Go through the entries below from the first line and transcribe each one exactly, ending with the line that contains "width:19px; height:19px; translate:-50%".

---------------

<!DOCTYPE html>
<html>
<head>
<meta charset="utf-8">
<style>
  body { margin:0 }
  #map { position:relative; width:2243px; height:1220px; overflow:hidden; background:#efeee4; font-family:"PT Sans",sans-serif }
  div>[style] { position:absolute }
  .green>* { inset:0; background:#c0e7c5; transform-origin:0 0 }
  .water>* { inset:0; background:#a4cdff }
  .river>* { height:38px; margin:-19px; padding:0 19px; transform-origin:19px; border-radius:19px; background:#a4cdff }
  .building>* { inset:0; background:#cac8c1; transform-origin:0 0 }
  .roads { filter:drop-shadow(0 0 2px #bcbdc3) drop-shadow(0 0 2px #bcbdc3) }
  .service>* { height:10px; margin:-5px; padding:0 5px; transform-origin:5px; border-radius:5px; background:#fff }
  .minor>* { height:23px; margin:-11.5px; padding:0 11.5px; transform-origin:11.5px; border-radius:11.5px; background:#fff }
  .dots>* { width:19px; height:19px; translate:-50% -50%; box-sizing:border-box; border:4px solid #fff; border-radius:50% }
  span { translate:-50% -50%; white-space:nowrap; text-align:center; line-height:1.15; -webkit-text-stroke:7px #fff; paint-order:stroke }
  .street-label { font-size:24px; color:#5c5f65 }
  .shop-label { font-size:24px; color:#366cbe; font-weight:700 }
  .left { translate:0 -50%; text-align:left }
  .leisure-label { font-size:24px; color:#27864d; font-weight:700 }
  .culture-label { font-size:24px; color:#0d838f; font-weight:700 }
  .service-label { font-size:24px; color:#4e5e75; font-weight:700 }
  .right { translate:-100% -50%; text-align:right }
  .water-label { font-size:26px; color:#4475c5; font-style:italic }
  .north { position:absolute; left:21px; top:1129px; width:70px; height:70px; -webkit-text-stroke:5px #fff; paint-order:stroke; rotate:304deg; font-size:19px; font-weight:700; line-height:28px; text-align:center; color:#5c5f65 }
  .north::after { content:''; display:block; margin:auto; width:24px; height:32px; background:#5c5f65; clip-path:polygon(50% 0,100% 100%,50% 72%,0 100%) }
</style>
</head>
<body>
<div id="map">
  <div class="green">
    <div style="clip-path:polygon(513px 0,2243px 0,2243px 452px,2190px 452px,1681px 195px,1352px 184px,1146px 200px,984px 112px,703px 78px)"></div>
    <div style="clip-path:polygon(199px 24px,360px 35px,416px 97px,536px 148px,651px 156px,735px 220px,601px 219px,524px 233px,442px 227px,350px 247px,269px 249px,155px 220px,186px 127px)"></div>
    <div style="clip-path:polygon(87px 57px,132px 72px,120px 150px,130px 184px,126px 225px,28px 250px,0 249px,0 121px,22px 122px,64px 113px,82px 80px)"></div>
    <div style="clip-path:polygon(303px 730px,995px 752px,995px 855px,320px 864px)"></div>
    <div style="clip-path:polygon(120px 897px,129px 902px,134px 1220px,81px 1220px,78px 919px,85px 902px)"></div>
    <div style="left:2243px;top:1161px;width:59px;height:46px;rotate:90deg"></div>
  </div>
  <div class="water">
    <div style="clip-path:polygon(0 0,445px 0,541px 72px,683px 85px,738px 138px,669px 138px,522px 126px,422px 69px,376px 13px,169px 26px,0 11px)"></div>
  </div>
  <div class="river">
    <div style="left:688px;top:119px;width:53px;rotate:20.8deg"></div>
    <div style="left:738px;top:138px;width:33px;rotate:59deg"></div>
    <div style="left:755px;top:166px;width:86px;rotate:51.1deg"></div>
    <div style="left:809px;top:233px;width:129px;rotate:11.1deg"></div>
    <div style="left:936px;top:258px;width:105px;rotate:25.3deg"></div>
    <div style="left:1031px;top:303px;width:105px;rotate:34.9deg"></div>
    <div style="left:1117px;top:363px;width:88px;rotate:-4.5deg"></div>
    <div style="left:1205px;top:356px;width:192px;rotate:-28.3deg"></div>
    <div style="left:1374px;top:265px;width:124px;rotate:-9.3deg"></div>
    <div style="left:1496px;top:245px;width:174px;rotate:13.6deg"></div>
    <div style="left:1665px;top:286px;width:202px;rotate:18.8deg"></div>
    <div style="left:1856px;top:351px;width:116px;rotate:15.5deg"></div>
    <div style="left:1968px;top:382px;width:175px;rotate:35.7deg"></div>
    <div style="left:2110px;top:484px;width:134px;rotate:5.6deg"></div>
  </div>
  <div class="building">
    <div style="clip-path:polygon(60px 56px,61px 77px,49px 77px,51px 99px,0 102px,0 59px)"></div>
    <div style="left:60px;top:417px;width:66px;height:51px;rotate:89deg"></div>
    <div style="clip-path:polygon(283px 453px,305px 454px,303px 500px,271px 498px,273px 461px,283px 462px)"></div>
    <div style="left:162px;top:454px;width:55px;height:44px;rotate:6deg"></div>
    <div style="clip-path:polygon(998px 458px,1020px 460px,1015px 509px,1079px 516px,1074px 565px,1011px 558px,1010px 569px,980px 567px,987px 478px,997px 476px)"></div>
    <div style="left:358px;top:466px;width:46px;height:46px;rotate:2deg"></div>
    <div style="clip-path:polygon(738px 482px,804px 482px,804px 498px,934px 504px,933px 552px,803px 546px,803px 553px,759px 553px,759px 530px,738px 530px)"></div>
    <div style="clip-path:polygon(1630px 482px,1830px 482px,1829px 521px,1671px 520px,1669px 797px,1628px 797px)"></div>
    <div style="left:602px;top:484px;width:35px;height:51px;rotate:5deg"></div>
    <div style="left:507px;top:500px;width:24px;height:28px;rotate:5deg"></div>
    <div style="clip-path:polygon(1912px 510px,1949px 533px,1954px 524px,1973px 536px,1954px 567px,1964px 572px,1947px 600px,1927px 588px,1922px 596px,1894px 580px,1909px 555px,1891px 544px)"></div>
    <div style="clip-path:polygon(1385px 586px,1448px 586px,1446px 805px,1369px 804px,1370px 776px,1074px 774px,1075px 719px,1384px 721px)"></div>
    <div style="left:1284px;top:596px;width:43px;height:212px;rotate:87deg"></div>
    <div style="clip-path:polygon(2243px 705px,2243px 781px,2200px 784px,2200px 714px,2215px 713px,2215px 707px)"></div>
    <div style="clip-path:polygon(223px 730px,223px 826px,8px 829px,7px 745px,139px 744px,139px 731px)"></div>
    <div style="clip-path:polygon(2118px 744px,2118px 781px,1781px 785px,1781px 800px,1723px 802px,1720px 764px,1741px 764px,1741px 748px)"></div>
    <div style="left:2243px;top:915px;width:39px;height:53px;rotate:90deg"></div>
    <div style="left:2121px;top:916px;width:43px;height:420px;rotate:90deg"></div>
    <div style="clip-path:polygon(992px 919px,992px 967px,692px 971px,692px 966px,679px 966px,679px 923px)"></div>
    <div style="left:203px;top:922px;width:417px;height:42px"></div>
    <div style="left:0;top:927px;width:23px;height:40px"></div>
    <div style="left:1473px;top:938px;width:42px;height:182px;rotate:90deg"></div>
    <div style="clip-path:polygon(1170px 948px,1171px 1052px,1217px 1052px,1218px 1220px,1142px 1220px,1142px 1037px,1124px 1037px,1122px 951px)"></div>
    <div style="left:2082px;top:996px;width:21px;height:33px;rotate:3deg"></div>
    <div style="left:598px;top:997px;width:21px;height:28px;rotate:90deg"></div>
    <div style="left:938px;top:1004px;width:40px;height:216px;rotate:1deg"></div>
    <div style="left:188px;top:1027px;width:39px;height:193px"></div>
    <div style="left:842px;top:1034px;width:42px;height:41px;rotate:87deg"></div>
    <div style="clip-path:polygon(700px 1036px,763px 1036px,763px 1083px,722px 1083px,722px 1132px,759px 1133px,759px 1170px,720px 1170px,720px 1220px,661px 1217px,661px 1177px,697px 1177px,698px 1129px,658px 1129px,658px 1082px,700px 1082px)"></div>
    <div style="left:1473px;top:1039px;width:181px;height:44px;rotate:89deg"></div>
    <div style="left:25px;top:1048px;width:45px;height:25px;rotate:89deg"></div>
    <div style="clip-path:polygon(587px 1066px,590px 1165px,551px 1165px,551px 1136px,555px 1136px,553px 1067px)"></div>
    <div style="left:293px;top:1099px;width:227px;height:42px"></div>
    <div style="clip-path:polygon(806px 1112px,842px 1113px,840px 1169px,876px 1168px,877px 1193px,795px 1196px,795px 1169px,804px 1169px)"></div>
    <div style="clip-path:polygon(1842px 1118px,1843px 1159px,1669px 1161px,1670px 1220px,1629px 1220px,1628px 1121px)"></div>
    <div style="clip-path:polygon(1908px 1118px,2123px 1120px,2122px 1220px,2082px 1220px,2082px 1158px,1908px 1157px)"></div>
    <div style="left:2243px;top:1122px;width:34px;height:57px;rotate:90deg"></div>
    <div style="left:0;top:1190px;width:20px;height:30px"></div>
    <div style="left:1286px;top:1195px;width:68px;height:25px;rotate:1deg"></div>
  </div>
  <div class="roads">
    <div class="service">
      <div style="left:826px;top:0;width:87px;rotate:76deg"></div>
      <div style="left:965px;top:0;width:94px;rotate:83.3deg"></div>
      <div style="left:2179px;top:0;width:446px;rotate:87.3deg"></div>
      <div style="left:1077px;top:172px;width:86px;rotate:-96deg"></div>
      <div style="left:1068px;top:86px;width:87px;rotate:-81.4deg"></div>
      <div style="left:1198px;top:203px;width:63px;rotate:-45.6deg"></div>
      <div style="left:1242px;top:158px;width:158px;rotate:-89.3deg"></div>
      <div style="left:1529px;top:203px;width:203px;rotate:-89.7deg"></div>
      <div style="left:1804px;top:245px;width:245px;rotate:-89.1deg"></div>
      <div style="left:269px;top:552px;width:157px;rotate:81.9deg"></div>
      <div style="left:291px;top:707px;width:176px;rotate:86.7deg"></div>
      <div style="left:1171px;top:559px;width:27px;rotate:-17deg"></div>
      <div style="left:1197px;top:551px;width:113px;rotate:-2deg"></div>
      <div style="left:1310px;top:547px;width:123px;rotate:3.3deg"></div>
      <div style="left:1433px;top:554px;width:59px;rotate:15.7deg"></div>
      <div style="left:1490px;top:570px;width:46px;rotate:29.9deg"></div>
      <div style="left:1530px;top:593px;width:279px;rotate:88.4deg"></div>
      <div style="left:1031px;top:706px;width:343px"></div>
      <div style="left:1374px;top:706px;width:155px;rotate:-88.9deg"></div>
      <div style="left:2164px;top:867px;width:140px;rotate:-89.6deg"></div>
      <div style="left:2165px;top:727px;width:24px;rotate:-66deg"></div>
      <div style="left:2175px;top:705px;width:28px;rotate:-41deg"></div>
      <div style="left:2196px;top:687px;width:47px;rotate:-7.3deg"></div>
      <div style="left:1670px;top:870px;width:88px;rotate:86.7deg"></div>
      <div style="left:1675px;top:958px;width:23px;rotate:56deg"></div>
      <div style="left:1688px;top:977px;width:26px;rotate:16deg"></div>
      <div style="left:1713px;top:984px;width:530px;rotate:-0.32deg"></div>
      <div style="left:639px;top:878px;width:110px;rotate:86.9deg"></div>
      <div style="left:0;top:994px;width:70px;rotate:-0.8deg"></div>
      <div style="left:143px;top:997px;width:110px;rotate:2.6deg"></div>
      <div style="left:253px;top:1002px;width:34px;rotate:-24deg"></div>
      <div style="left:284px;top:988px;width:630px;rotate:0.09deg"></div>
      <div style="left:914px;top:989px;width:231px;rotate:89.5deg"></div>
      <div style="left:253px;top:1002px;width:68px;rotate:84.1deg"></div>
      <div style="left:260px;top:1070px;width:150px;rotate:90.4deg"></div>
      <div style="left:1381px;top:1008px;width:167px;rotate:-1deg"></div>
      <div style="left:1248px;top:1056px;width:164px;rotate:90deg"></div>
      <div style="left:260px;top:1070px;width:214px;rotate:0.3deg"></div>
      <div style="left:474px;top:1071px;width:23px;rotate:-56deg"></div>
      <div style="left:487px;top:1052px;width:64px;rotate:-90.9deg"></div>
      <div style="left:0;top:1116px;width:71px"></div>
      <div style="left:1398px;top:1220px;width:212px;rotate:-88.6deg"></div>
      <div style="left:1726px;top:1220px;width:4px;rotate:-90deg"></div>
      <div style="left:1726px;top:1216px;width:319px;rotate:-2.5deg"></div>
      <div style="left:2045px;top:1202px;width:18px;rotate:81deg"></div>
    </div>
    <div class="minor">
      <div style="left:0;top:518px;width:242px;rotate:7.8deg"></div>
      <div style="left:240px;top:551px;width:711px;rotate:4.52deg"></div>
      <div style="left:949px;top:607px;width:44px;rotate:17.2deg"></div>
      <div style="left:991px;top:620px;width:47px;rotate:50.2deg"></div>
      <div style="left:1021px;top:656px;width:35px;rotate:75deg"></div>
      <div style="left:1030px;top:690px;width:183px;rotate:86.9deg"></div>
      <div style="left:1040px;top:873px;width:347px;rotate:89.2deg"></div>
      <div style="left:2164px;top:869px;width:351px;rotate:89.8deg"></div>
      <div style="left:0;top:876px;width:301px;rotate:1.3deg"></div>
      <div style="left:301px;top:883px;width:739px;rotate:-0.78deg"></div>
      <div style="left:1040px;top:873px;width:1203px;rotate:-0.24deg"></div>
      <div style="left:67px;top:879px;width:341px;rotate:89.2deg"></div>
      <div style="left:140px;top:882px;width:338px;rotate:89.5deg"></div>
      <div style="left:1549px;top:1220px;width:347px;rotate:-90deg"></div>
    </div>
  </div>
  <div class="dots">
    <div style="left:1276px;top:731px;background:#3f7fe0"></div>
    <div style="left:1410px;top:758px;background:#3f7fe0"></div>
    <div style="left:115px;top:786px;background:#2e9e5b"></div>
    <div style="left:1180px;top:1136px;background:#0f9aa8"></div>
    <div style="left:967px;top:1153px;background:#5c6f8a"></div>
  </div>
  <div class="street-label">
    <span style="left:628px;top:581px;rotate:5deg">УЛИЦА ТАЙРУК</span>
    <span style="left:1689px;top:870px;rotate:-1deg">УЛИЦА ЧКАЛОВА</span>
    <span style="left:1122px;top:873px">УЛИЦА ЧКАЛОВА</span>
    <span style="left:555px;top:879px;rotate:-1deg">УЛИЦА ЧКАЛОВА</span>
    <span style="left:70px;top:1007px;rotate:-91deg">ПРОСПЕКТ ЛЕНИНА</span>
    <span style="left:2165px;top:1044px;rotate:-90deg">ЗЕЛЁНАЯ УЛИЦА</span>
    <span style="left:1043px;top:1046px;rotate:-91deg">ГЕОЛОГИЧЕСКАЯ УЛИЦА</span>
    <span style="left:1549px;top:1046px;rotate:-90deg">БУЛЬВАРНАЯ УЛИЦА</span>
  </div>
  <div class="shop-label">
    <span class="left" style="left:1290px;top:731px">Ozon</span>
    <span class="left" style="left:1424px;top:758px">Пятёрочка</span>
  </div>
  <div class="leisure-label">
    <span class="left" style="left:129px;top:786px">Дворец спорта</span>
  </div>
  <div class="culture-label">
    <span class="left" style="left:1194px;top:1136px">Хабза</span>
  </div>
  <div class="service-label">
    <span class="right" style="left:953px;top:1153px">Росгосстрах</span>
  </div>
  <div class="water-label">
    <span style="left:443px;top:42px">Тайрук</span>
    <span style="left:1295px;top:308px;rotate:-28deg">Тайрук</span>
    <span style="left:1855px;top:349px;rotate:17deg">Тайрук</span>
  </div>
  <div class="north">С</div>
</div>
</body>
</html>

---------------

**Written solution**
<!DOCTYPE html>
<html>
<head>
<meta charset="utf-8">
<style>
  body { margin:0 }
  #map { position:relative; width:2243px; height:1220px; overflow:hidden; background:#efeee4; font-family:"PT Sans",sans-serif }
  div>[style] { position:absolute }
  .green>* { inset:0; background:#c0e7c5; transform-origin:0 0 }
  .water>* { inset:0; background:#a4cdff }
  .river>* { height:38px; margin:-19px; padding:0 19px; transform-origin:19px; border-radius:19px; background:#a4cdff }
  .building>* { inset:0; background:#cac8c1; transform-origin:0 0 }
  .roads { filter:drop-shadow(0 0 2px #bcbdc3) drop-shadow(0 0 2px #bcbdc3) }
  .service>* { height:10px; margin:-5px; padding:0 5px; transform-origin:5px; border-radius:5px; background:#fff }
  .minor>* { height:23px; margin:-11.5px; padding:0 11.5px; transform-origin:11.5px; border-radius:11.5px; background:#fff }
  .dots>* { width:19px; height:19px; translate:-50% -50%; box-sizing:border-box; border:4px solid #fff; border-radius:50% }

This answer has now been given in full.